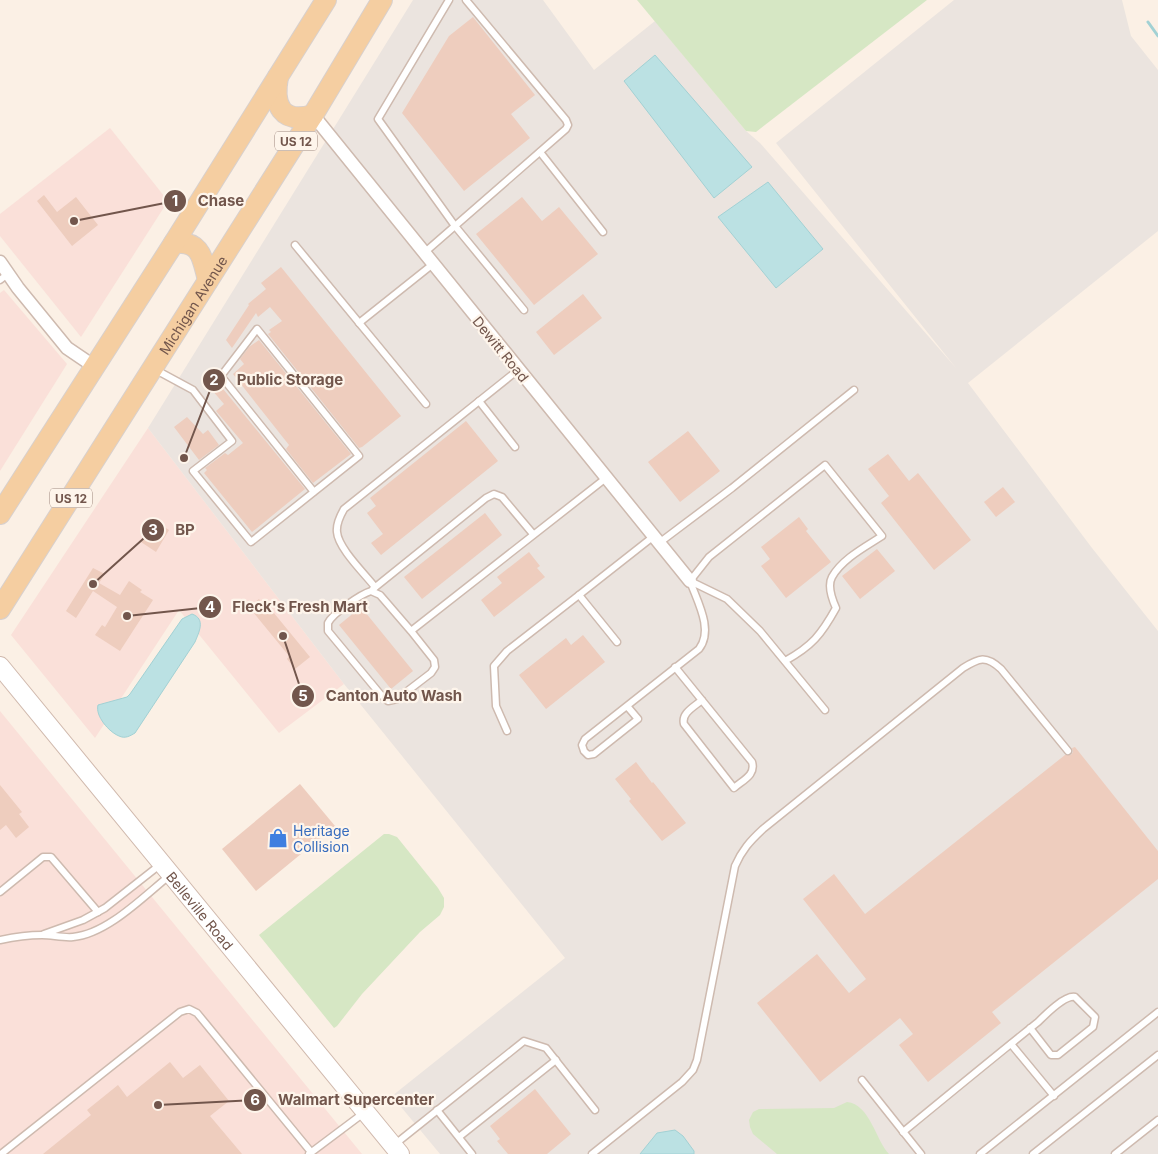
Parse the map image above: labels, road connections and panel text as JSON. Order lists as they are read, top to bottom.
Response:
{
  "streets": {
    "main road": ["US 12", "Michigan Avenue", "Belleville Road"],
    "street": ["Dewitt Road"]
  },
  "crossings": [
    ["Michigan Avenue", "Dewitt Road"]
  ],
  "places": {
    "other": [
      "Chase",
      "Public Storage",
      "BP",
      "Fleck's Fresh Mart",
      "Canton Auto Wash",
      "Walmart Supercenter"
    ],
    "shop": ["Heritage Collision"]
  }
}
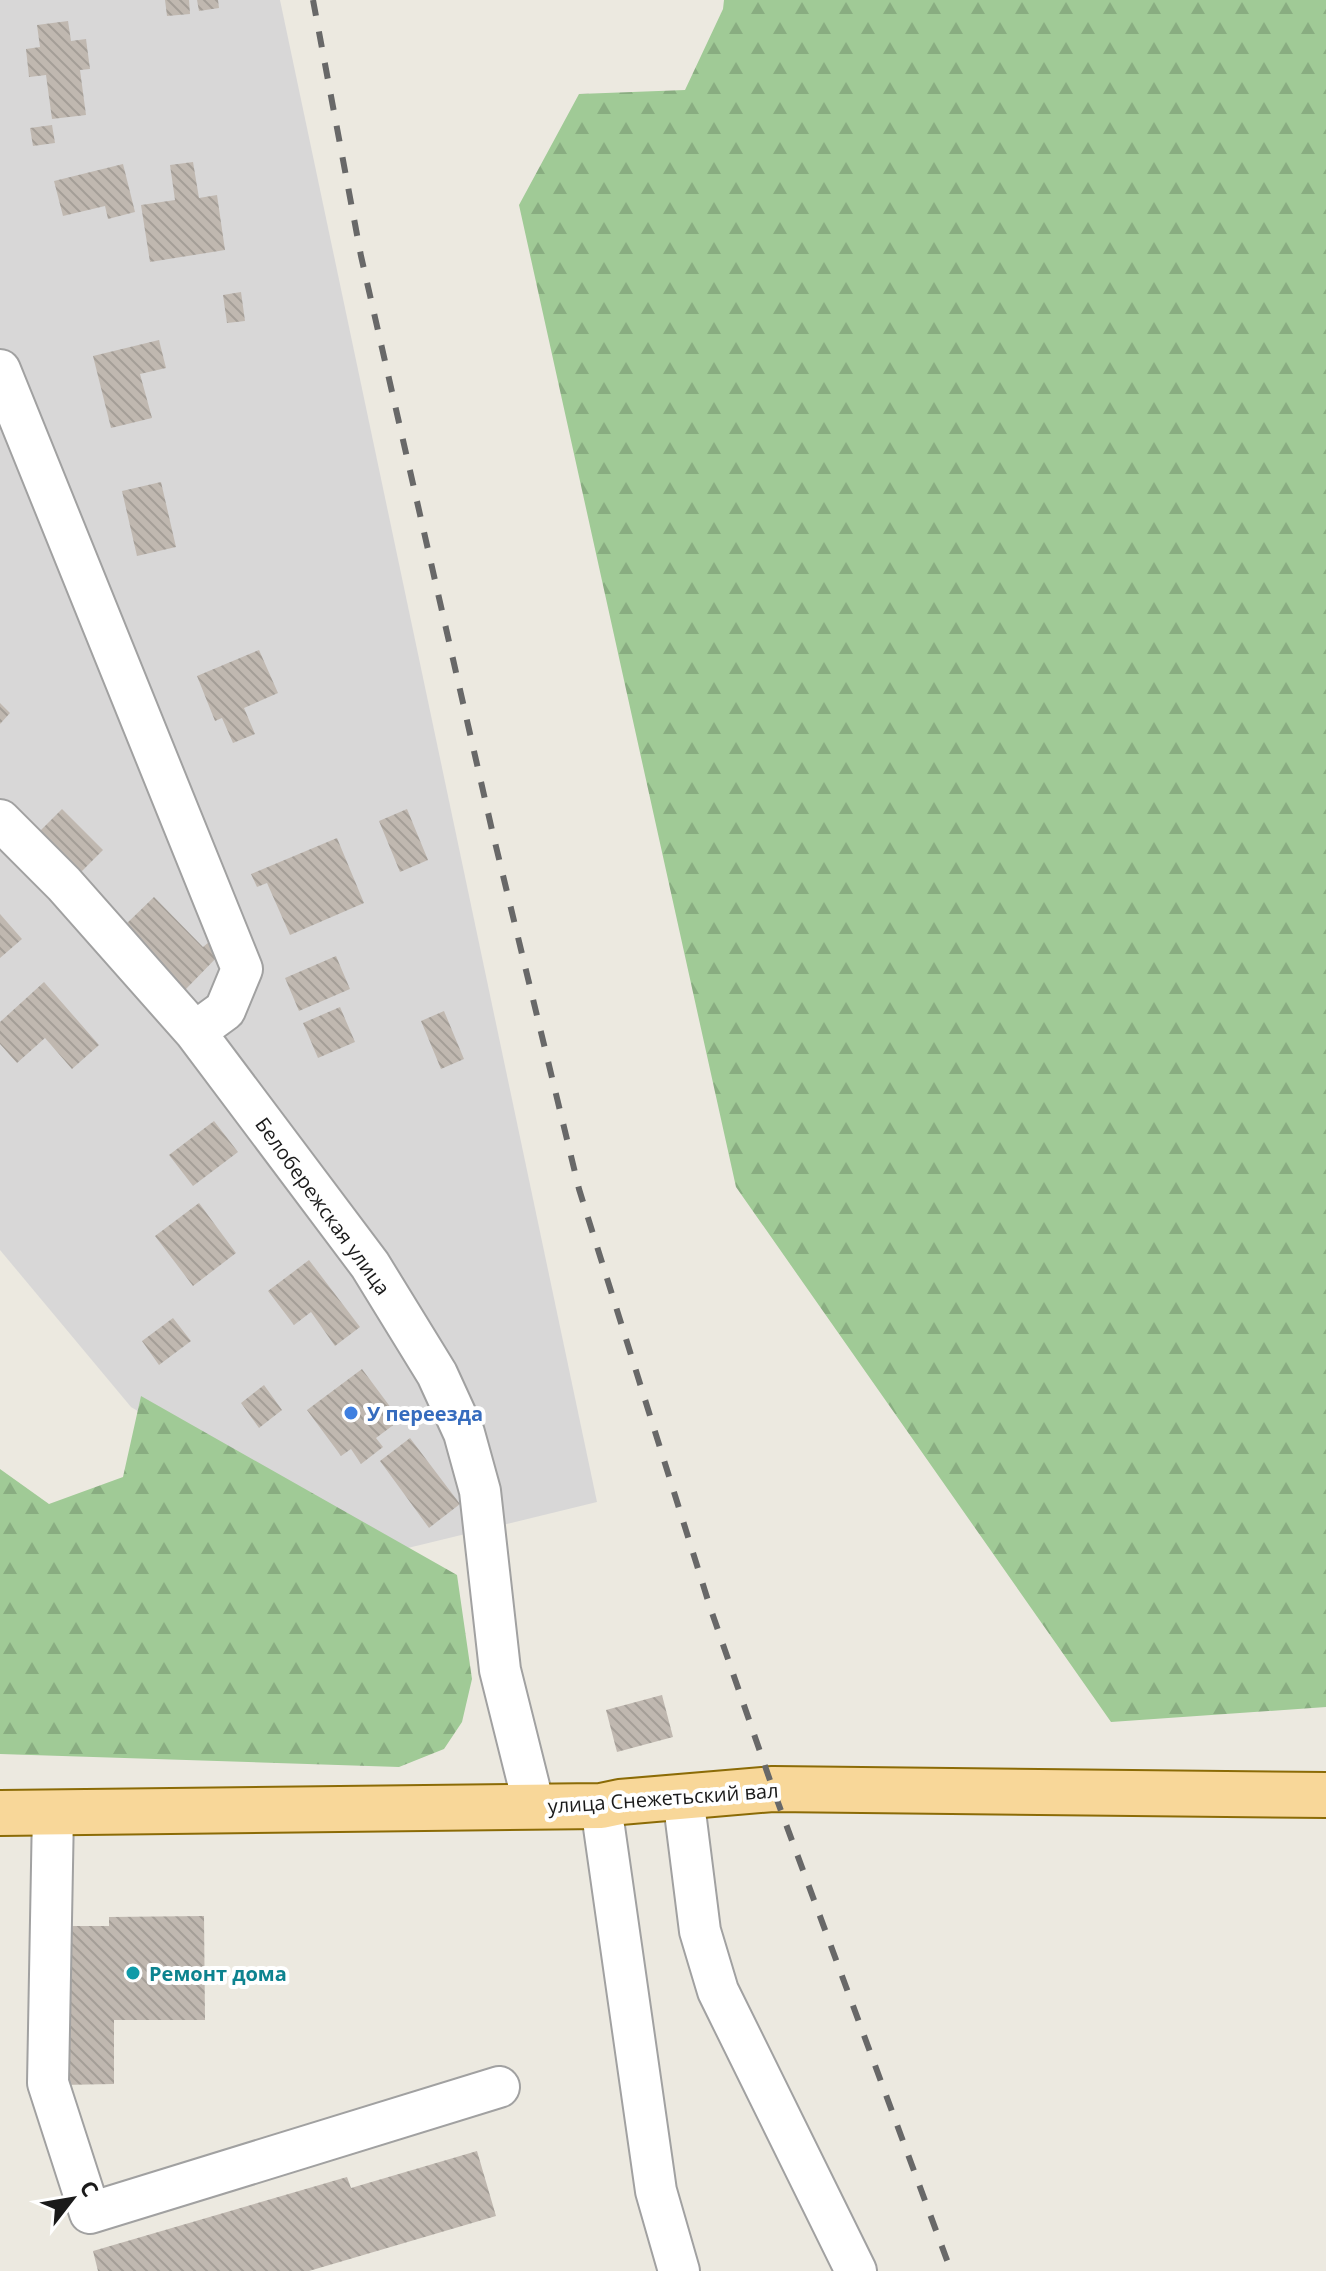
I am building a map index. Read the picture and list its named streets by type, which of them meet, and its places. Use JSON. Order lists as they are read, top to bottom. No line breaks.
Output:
━━━━━━━━━━━━━━━━━━━━━━━━━━━━━━
Task description :: Please print every record exactly as written, without the pictures.

Answer below ::
Parse the map image above: labels, road connections and panel text as JSON. Order lists as they are read, top to bottom.
Response:
{
  "streets": {
    "main road": ["US 12", "Michigan Avenue", "Belleville Road"],
    "street": ["Dewitt Road"]
  },
  "crossings": [
    ["Michigan Avenue", "Dewitt Road"]
  ],
  "places": {
    "other": [
      "Chase",
      "Public Storage",
      "BP",
      "Fleck's Fresh Mart",
      "Canton Auto Wash",
      "Walmart Supercenter"
    ],
    "shop": ["Heritage Collision"]
  }
}
I am building a map index. Read the picture and list its named streets by type, which of them meet, and its places. Use JSON. Order lists as they are read, top to bottom. No line breaks.
Output:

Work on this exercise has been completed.